"A MONUC team has started the investigations [in the area] where 80,000 to 120,000 people are displaced," Patricia Tome, MONUC's chief of public information, told reporters in the capital, Kinshasa.
The Bishop of Beni-Butembo, Monsignor Melchisedec Sikuli Paluku, and human rights activists have accused the Mouvement pour la liberation du Congo (MLC), led by Jean-Pierre Bemba, and its ally, the Rassemblement congolais pour la democratie-National (RCD-N) of practising cannibalism.
"Internally displaced people have reported that [the rebels] have eaten pygmies and forced prisoners to eat their own ears, big toes and other body parts," Sikuli said.

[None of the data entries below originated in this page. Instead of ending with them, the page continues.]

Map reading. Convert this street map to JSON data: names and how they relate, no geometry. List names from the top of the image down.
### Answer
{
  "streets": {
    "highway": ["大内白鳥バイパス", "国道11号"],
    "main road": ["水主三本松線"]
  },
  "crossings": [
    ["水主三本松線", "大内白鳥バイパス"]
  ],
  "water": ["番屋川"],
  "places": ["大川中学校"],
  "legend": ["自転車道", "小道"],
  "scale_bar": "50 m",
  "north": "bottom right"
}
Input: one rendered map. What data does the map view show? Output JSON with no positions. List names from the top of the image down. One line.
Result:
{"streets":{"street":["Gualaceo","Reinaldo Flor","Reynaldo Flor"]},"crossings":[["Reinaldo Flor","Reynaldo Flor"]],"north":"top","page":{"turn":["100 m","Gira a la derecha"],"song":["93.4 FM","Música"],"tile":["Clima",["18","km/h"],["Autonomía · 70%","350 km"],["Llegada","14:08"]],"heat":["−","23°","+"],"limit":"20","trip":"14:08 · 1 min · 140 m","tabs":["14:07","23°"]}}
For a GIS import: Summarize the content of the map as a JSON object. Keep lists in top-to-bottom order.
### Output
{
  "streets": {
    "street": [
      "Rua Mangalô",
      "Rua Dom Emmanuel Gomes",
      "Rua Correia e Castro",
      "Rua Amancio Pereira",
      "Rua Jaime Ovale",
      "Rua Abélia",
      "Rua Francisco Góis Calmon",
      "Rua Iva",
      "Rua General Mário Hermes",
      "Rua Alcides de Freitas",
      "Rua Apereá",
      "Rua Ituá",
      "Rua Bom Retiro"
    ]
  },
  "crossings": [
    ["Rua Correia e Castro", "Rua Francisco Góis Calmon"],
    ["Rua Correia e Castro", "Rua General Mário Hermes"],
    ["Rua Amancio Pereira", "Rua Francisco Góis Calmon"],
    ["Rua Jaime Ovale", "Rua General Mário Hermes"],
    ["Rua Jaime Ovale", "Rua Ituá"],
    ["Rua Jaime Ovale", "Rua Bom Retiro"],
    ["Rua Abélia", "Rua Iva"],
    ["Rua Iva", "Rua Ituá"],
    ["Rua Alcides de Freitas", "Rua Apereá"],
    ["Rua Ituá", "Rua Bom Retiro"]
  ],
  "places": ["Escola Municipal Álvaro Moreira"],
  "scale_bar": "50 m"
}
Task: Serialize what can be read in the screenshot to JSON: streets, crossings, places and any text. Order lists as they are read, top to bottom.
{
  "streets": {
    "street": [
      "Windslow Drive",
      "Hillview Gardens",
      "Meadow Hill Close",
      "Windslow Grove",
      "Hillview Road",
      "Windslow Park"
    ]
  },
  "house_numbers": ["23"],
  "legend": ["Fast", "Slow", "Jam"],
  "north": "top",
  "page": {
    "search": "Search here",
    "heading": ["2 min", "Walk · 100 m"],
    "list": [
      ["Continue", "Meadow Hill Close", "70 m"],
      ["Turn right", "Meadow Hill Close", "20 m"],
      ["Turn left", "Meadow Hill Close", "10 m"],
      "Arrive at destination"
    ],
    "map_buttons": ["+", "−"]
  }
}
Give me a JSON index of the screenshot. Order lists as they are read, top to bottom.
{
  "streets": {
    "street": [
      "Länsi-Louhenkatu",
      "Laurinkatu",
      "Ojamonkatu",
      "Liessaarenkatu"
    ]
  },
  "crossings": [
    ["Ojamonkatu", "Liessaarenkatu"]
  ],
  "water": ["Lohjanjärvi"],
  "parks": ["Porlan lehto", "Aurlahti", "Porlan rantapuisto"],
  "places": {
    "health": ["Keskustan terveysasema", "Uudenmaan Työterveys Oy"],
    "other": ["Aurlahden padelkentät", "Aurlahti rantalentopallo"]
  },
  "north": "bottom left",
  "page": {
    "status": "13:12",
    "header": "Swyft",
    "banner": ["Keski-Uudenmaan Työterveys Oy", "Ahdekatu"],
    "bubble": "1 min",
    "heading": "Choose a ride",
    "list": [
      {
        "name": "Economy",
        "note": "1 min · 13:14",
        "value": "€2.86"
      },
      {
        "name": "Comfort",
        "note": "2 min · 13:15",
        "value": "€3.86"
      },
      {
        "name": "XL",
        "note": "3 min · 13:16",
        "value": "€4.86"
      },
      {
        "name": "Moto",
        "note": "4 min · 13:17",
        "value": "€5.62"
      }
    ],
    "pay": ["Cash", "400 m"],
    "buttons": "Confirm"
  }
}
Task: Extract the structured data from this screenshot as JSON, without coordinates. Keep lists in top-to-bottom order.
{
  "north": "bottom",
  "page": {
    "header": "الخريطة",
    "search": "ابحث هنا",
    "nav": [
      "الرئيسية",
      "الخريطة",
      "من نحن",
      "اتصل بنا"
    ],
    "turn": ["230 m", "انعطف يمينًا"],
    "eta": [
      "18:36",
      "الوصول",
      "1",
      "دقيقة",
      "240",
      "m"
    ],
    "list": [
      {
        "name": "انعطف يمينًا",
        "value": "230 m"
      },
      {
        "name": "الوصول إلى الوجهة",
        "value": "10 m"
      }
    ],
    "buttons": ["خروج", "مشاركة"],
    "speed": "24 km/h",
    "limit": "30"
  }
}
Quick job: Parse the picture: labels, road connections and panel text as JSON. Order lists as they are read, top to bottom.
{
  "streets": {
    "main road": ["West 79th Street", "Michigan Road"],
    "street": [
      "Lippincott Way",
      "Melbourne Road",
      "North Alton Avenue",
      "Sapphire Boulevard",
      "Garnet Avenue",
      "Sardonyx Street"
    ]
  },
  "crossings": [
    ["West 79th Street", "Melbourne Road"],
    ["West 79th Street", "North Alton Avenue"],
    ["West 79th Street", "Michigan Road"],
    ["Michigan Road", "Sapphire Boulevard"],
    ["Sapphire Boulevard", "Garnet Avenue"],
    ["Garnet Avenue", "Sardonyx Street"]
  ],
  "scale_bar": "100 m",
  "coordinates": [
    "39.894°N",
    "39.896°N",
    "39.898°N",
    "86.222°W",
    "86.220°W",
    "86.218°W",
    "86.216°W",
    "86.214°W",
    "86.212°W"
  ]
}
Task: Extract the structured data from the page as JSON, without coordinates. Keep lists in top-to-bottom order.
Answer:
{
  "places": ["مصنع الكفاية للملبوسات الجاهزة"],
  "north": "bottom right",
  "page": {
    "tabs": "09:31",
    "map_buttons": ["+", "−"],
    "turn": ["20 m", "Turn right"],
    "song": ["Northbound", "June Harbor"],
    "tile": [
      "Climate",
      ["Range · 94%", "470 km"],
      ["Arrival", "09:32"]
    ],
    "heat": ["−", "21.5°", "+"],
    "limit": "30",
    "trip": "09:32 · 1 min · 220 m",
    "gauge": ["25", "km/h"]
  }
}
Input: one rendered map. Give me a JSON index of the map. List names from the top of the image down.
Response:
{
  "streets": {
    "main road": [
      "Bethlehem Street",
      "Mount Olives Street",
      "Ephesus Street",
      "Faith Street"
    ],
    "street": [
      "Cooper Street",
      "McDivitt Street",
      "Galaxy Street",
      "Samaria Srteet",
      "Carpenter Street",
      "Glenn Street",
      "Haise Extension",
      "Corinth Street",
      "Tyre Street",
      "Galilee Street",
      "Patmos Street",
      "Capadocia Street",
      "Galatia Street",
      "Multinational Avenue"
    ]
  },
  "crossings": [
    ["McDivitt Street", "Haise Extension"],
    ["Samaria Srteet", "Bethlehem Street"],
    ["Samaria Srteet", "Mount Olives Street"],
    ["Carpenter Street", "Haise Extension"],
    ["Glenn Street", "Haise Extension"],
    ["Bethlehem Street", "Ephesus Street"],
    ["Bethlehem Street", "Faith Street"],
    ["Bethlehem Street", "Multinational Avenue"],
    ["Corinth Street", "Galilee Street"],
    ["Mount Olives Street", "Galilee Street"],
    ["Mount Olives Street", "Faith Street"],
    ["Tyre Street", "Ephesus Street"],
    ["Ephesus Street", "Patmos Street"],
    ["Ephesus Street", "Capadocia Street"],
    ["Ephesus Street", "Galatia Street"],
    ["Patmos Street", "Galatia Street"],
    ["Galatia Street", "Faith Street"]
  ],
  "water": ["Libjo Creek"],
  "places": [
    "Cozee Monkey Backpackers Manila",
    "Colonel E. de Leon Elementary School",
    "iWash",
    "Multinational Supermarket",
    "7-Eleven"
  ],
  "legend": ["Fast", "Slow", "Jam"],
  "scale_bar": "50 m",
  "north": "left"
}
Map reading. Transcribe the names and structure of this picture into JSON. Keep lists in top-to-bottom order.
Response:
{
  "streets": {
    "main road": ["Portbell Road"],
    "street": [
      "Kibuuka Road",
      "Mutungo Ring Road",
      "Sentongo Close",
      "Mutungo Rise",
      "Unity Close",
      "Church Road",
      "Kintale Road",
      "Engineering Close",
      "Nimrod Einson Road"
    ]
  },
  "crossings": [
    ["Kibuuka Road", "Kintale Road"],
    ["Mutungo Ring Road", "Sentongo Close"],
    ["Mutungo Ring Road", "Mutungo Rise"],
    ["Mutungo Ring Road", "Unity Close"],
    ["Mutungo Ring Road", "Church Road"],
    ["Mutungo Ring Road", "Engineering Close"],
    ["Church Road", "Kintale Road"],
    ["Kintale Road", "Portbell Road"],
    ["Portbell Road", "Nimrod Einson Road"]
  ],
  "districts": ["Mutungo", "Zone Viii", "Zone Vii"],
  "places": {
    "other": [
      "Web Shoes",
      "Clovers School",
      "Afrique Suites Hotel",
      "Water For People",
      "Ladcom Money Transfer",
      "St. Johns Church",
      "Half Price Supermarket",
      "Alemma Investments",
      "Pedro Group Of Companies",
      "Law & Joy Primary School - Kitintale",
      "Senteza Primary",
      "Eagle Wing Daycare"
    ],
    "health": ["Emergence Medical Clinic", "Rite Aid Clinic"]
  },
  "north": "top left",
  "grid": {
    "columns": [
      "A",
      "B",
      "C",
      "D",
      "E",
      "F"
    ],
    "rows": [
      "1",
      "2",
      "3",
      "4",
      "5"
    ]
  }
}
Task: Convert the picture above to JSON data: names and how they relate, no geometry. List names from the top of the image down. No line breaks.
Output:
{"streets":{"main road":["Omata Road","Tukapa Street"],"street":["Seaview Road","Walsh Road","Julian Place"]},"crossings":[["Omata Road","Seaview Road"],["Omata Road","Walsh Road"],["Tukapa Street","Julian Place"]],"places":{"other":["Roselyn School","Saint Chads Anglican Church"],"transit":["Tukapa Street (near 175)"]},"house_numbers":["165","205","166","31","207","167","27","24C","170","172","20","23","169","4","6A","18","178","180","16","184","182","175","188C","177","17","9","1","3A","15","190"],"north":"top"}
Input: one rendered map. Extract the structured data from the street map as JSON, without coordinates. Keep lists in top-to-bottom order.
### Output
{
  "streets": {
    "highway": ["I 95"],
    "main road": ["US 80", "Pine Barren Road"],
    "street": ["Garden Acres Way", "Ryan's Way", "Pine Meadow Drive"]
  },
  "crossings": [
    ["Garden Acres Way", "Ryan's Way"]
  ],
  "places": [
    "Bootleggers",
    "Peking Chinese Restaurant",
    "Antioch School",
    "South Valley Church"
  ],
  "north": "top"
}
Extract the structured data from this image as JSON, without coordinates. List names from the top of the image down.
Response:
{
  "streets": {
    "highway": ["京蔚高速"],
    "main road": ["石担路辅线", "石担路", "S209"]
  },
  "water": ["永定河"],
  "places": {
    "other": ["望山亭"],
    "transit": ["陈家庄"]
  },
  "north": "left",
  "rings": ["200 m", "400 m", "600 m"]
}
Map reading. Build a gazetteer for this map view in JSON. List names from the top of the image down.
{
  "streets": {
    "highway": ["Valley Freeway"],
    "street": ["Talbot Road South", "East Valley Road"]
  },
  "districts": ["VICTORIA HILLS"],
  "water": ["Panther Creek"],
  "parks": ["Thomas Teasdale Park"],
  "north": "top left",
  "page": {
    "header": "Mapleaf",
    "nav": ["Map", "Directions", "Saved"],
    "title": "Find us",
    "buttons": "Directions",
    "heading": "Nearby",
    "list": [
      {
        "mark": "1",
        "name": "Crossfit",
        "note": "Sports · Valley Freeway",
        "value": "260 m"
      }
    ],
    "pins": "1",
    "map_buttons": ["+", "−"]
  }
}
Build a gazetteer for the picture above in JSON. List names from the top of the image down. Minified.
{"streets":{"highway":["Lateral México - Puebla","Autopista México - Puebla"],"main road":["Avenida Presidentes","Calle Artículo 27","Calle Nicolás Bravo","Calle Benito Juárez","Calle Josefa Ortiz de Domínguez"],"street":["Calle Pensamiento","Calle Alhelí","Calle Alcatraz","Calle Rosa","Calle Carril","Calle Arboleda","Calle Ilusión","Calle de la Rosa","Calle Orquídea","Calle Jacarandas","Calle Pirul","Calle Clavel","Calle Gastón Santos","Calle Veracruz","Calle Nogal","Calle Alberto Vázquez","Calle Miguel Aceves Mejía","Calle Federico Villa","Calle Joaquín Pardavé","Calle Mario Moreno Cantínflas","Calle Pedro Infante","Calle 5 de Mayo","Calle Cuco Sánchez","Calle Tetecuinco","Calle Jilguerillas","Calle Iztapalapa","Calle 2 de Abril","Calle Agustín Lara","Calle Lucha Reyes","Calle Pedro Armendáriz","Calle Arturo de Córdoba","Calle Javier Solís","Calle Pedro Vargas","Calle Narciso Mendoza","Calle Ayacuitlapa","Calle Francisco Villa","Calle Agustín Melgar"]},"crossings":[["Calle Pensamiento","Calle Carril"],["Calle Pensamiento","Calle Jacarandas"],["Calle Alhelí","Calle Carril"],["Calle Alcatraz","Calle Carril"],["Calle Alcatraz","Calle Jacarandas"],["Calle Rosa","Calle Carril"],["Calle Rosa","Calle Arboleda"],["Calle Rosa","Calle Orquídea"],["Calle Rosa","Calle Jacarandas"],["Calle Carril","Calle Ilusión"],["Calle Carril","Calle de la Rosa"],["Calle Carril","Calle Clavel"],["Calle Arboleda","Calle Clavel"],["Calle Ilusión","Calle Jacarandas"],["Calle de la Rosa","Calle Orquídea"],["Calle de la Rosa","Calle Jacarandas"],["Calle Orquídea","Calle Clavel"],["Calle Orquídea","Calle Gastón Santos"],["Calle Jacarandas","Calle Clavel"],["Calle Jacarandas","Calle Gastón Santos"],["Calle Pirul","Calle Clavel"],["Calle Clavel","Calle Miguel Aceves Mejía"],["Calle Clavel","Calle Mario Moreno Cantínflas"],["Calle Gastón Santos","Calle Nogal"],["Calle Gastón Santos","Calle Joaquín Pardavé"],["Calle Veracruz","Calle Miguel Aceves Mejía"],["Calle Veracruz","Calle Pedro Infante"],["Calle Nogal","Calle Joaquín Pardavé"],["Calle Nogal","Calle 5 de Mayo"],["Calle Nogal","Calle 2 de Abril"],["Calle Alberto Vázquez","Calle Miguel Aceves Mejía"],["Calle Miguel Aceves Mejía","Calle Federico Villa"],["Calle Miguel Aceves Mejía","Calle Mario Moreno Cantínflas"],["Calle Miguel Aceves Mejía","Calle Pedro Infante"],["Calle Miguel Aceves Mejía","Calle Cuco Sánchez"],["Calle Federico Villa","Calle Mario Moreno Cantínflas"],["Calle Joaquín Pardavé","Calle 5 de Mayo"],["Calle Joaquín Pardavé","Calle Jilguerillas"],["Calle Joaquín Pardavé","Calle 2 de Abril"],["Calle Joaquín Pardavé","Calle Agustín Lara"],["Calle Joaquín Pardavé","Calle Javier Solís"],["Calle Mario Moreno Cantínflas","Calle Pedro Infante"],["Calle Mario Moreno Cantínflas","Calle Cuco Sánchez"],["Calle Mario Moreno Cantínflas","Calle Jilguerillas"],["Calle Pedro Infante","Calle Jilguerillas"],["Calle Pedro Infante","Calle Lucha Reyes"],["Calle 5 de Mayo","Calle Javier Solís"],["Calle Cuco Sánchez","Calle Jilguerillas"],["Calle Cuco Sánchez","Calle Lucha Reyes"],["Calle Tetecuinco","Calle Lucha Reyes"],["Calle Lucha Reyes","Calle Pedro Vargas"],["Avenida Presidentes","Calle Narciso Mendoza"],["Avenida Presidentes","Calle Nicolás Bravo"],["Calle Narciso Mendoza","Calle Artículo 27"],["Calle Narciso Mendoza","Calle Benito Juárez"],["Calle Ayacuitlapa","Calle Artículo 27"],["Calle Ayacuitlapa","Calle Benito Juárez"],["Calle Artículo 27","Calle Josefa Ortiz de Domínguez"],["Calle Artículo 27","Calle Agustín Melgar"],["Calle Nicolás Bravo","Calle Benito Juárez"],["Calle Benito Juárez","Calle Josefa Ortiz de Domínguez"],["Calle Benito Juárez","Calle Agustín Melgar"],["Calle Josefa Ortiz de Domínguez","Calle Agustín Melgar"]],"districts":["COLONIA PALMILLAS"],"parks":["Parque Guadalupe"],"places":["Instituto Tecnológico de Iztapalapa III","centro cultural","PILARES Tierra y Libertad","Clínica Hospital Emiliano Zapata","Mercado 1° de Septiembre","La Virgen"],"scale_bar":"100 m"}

Investigators have already interviewed 200 displaced people. Tome said those interviewed were mostly rape victims, those whose properties were looted, those whose animals were slaughtered, and witnesses to summary and extrajudicial executions. However, she said, the investigators had not yet uncovered "precise information" indicating cannibalism. The outcome of the investigation would be sent to the UN Security Council.
"Mbusa Nyamwisi [leader of the RCD-Kisangani-Mouvement de Liberation [RCD-K/ML] has promised to hunt for those responsible for these violation, and Jean-Pierre Bemba has promised to punish those responsible," Tome said.
The MLC and the RCD-N resumed fighting against the RCD-K-ML a day after signing an UN-sponsored ceasefire accord in the northwestern town of Gbadolite on 30 December. The renewed fighting has caused nearly 130,000 people to flee.